A measure of oxidative stress in divers
  • Gernot Gronow
  • Wataru Kähler
  • Andreas Koch
  • Norbert Klause
Conference paper
Part of the Advances in Experimental Medicine and Biology book series (AEMB, volume 566)

Abstract

Hyperoxia may facilitate the formation of reactive oxygen species. Recent experiments indicated signs of oxidative stress after 3.5 h hyperoxic diving. We analyzed in the urine of healthy, 100% O2-breathing male volunteers before and after 45 min sea-water diving (170 kPa) or 30 min resting at 280 kPa in a pressure chamber (HBO) for sub-fractions of hydroxybenzoate (HB), monohydroxybenzoate (MHB), and of dihydroxybenzoate (DHB). Measurements were performed by HPLC and electrochemical or UV-detection. Additionally, urinary concentrations of thiobarbituric acid-reactive sub-stances (TBARS) and of creatinine (CREA) were analyzed by standard colorimetric assays.
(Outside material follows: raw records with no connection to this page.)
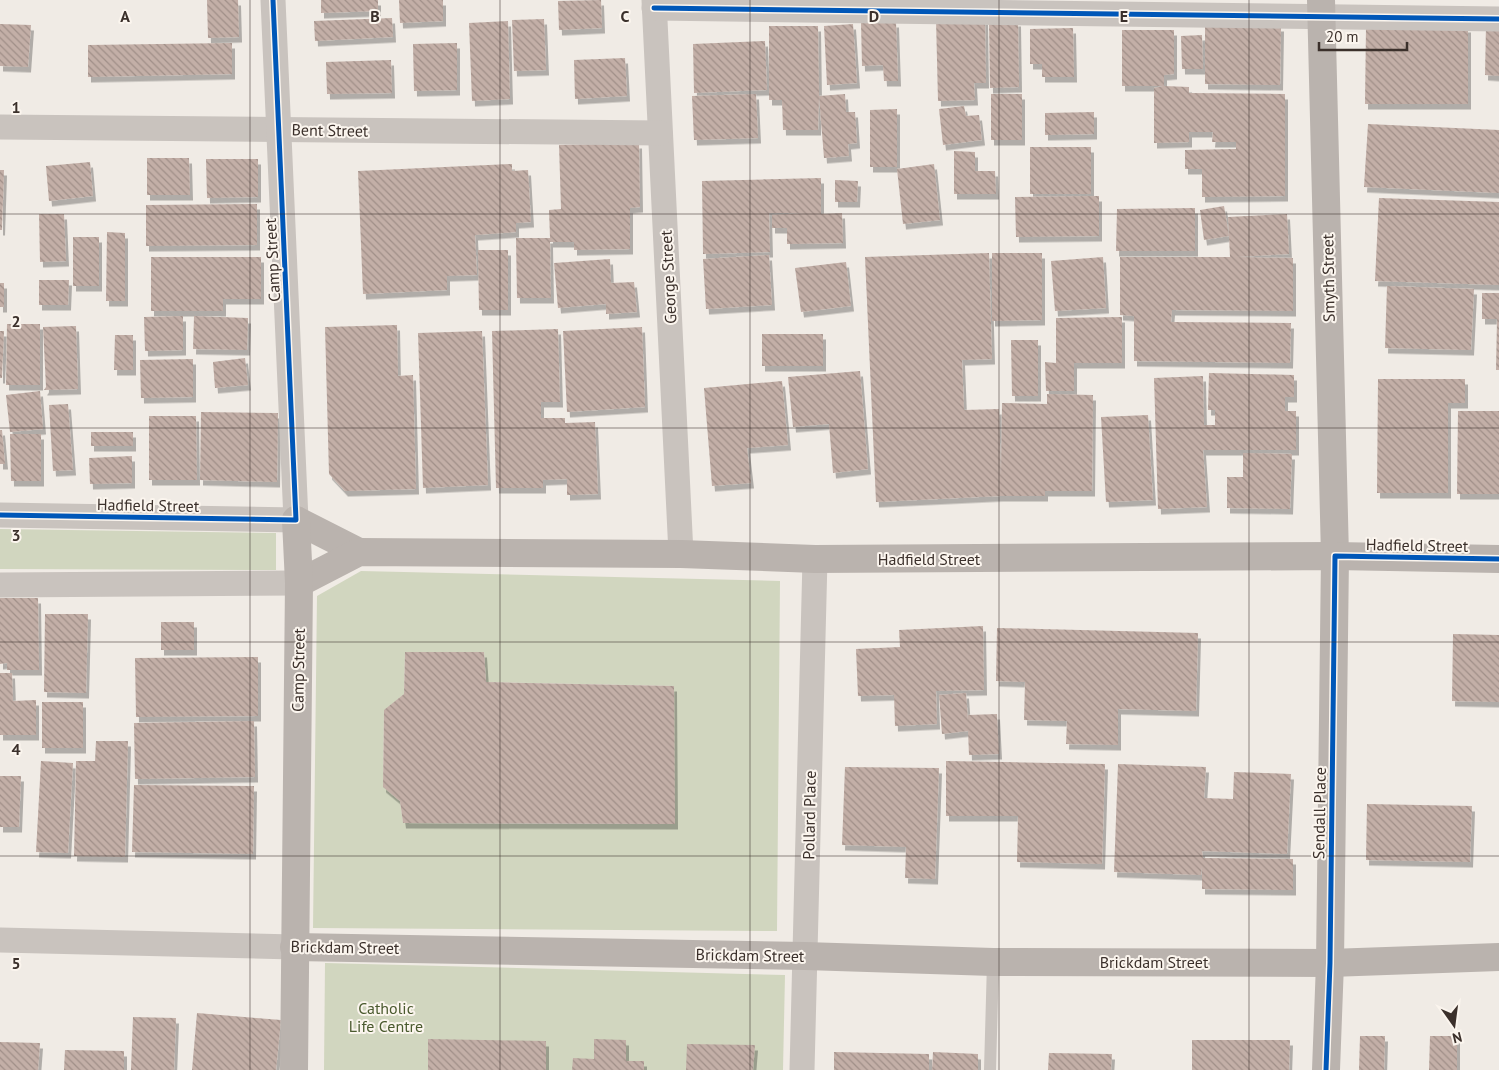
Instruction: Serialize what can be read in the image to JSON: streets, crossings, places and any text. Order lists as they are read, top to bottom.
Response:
{
  "streets": {
    "main road": [
      "Camp Street",
      "Smyth Street",
      "Hadfield Street",
      "Sendall Place",
      "Brickdam Street"
    ],
    "street": ["Bent Street", "George Street", "Pollard Place"]
  },
  "crossings": [
    ["Bent Street", "Camp Street"],
    ["Bent Street", "George Street"],
    ["Camp Street", "Hadfield Street"],
    ["Camp Street", "Brickdam Street"],
    ["George Street", "Hadfield Street"],
    ["Smyth Street", "Hadfield Street"],
    ["Smyth Street", "Sendall Place"],
    ["Hadfield Street", "Sendall Place"],
    ["Hadfield Street", "Pollard Place"],
    ["Sendall Place", "Brickdam Street"],
    ["Pollard Place", "Brickdam Street"]
  ],
  "parks": ["Catholic Life Centre"],
  "scale_bar": "20 m",
  "north": "bottom",
  "grid": {
    "columns": [
      "A",
      "B",
      "C",
      "D",
      "E"
    ],
    "rows": [
      "1",
      "2",
      "3",
      "4",
      "5"
    ]
  }
}
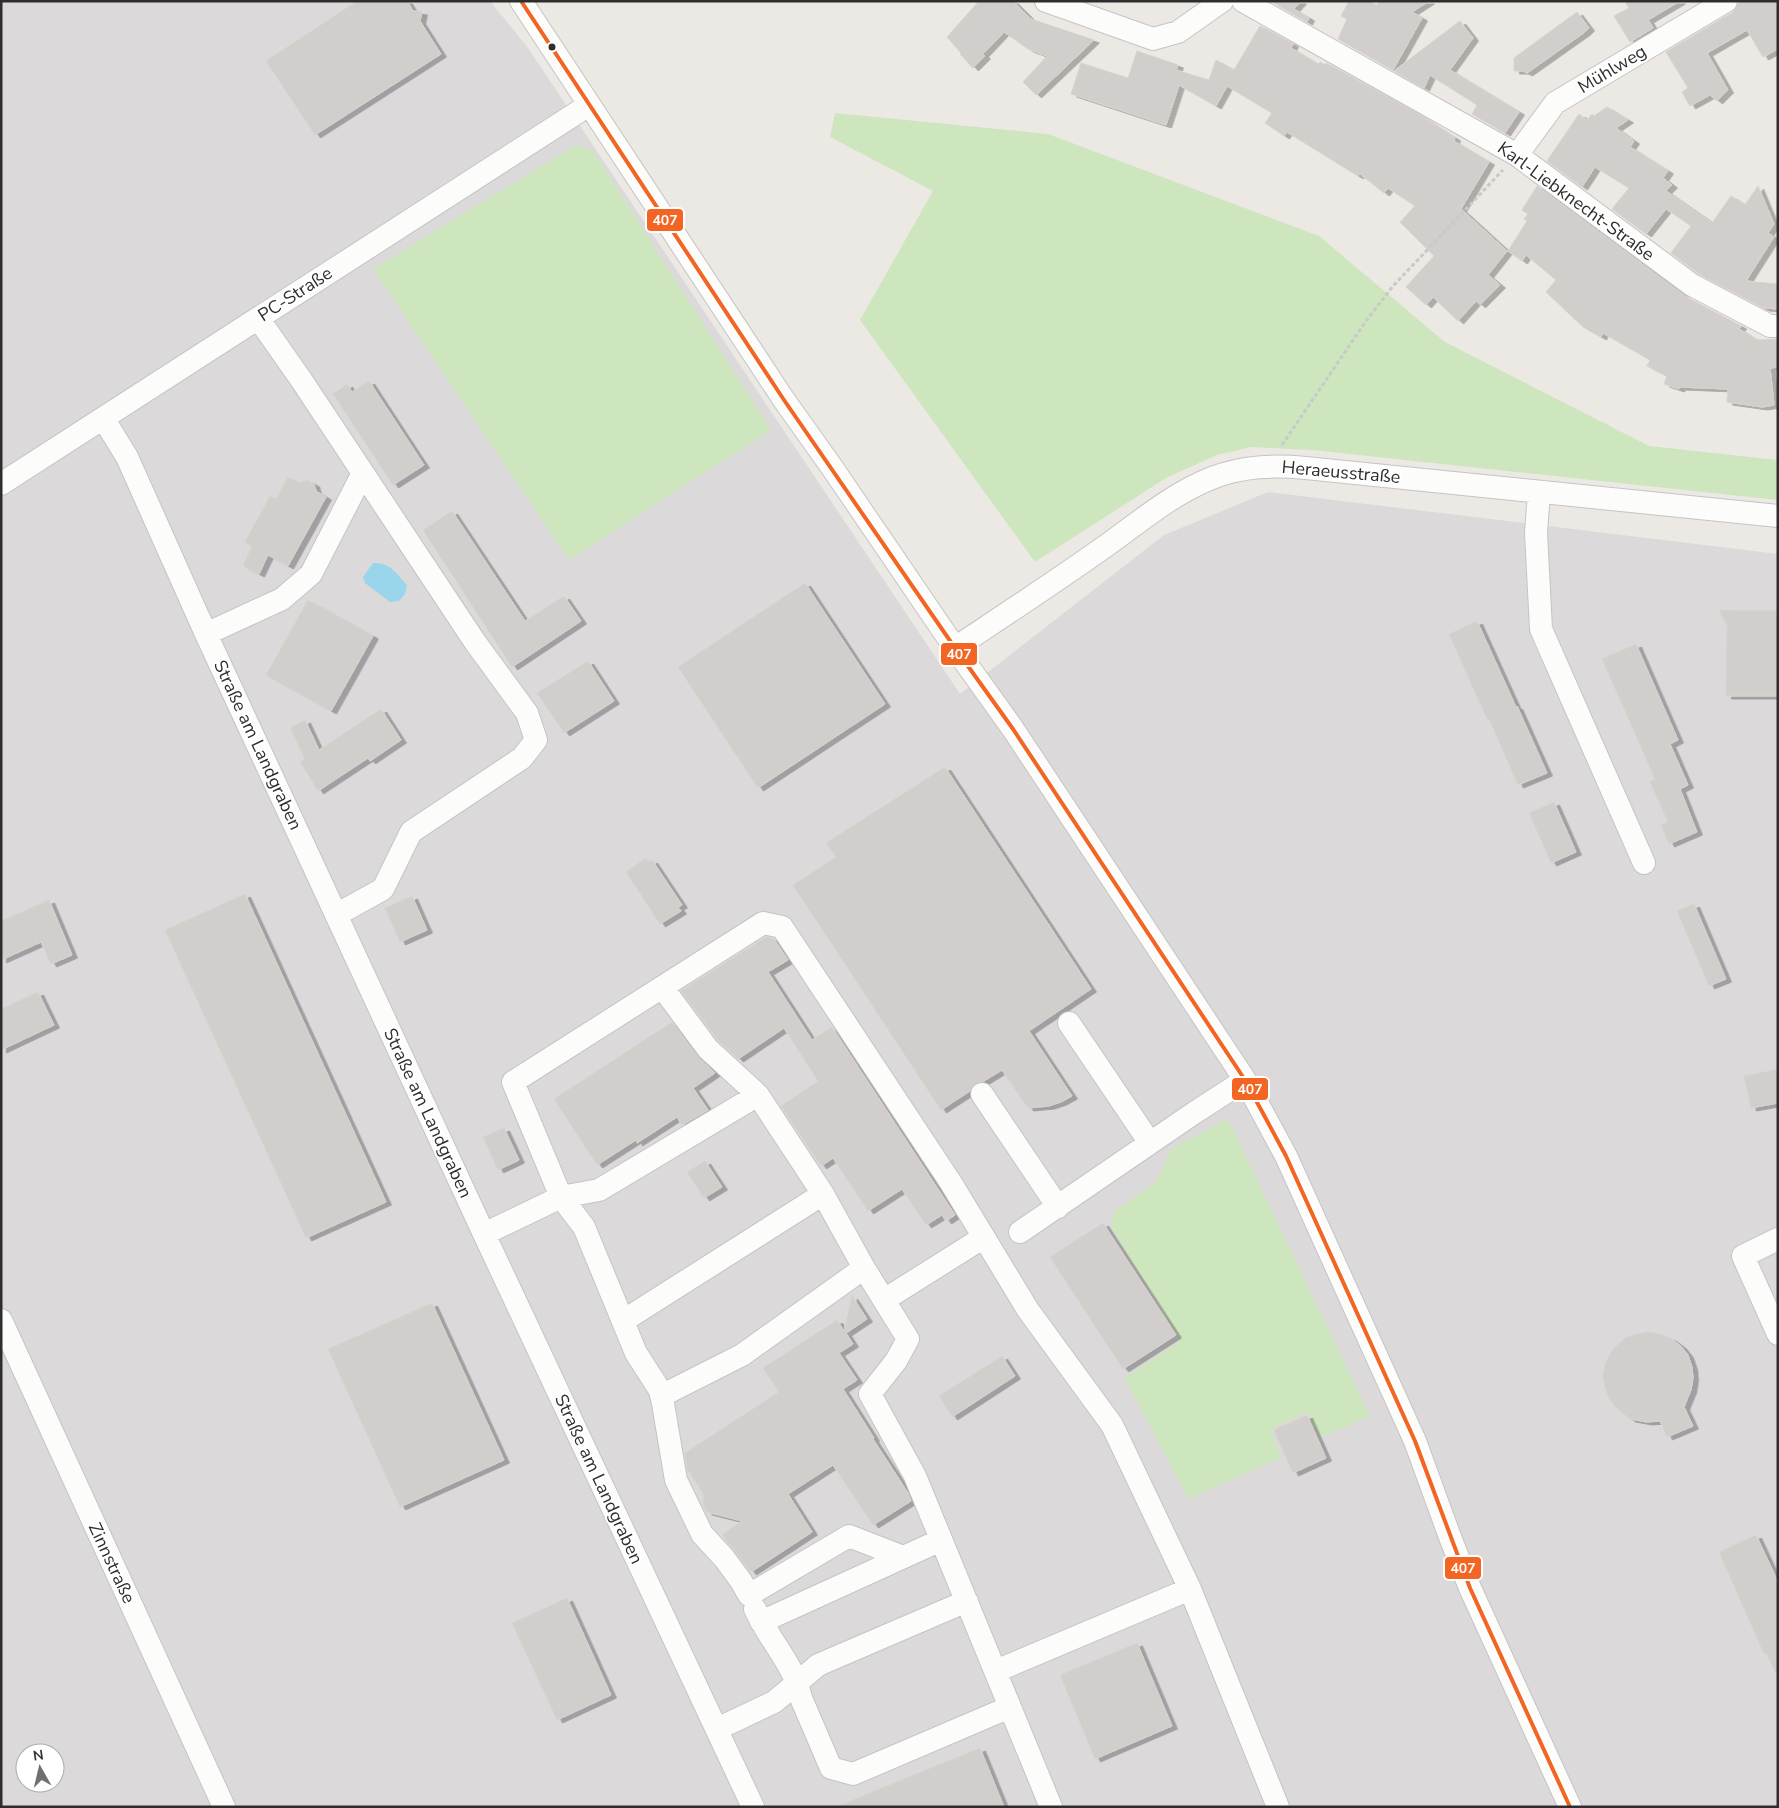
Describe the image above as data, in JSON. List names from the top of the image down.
{
  "streets": {
    "street": [
      "Mühlweg",
      "Karl-Liebknecht-Straße",
      "PC-Straße",
      "Heraeusstraße",
      "Straße am Landgraben",
      "Zinnstraße"
    ]
  },
  "crossings": [
    ["Mühlweg", "Karl-Liebknecht-Straße"],
    ["PC-Straße", "Straße am Landgraben"]
  ],
  "lines": ["transit line 407"],
  "north": "top"
}
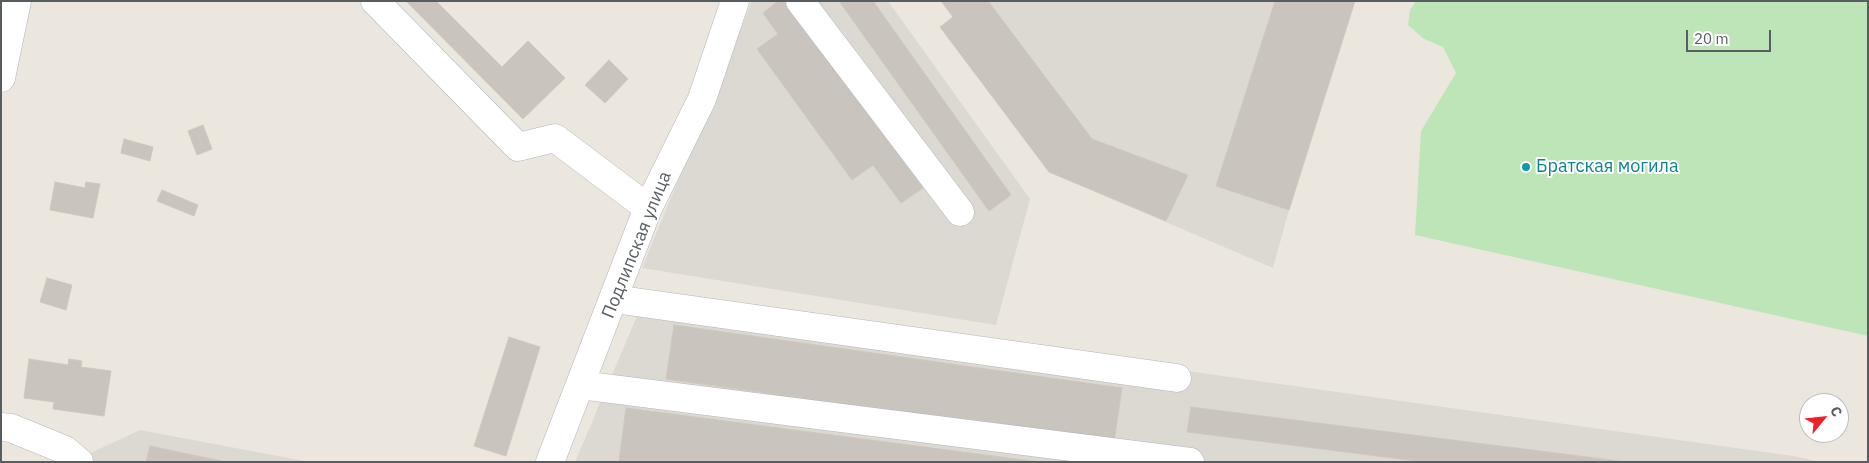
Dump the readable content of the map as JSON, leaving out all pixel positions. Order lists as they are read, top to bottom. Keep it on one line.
{"streets":{"street":["Подлипская улица"]},"places":["Братская могила"],"scale_bar":"20 m","north":"top right"}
During HBO treatment, TBARS, DHB, 2,4-DHB, and 3,4-DHB increased significantly. MHB and CREA did not change. 2,4- and 3,4-DHB-alterations correlated with changes in TBARS. Diving induced urine dilution and stimulated oxygen consumption. Urinary TBARS and HB rose significantly higher during diving at 170 kPa than during HBO at 280 kPa. A different pattern in urinary sub-fractions of DHB could be observed in divers: 2,6 > 2,3 > 2,5 > 3,4. Changes in 2,6- and 2,5-DHB correlated significantly with alterations in TBARS. 2,6-DHB probably indicated renal oxidant stress similar to previously described animal experiments. It is concluded that analyzing urinary HB may provide a sensitive measure to quantify and qualify oxidant stress in divers.

Keywords

Hyperbaric Oxygenation Open Column Black Column Renal Oxidant Stress Erythrocyte Osmotic Fragility 
These keywords were added by machine and not by the authors. This process is experimental and the keywords may be updated as the learning algorithm improves.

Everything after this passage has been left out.